Segment Start: Data below
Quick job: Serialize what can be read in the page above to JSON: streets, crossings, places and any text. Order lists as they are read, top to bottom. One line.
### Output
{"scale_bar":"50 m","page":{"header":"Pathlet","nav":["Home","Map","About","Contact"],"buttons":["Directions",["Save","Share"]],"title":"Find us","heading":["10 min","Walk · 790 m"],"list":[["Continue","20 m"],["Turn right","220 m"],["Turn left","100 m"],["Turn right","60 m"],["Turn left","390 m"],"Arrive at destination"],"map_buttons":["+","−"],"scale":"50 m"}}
Segment End: Data below
▸ Task statement
Set down the listing above exactly, line for line.

▸ Response
Quick job: Serialize what can be read in the page above to JSON: streets, crossings, places and any text. Order lists as they are read, top to bottom. One line.
### Output
{"scale_bar":"50 m","page":{"header":"Pathlet","nav":["Home","Map","About","Contact"],"buttons":["Directions",["Save","Share"]],"title":"Find us","heading":["10 min","Walk · 790 m"],"list":[["Continue","20 m"],["Turn right","220 m"],["Turn left","100 m"],["Turn right","60 m"],["Turn left","390 m"],"Arrive at destination"],"map_buttons":["+","−"],"scale":"50 m"}}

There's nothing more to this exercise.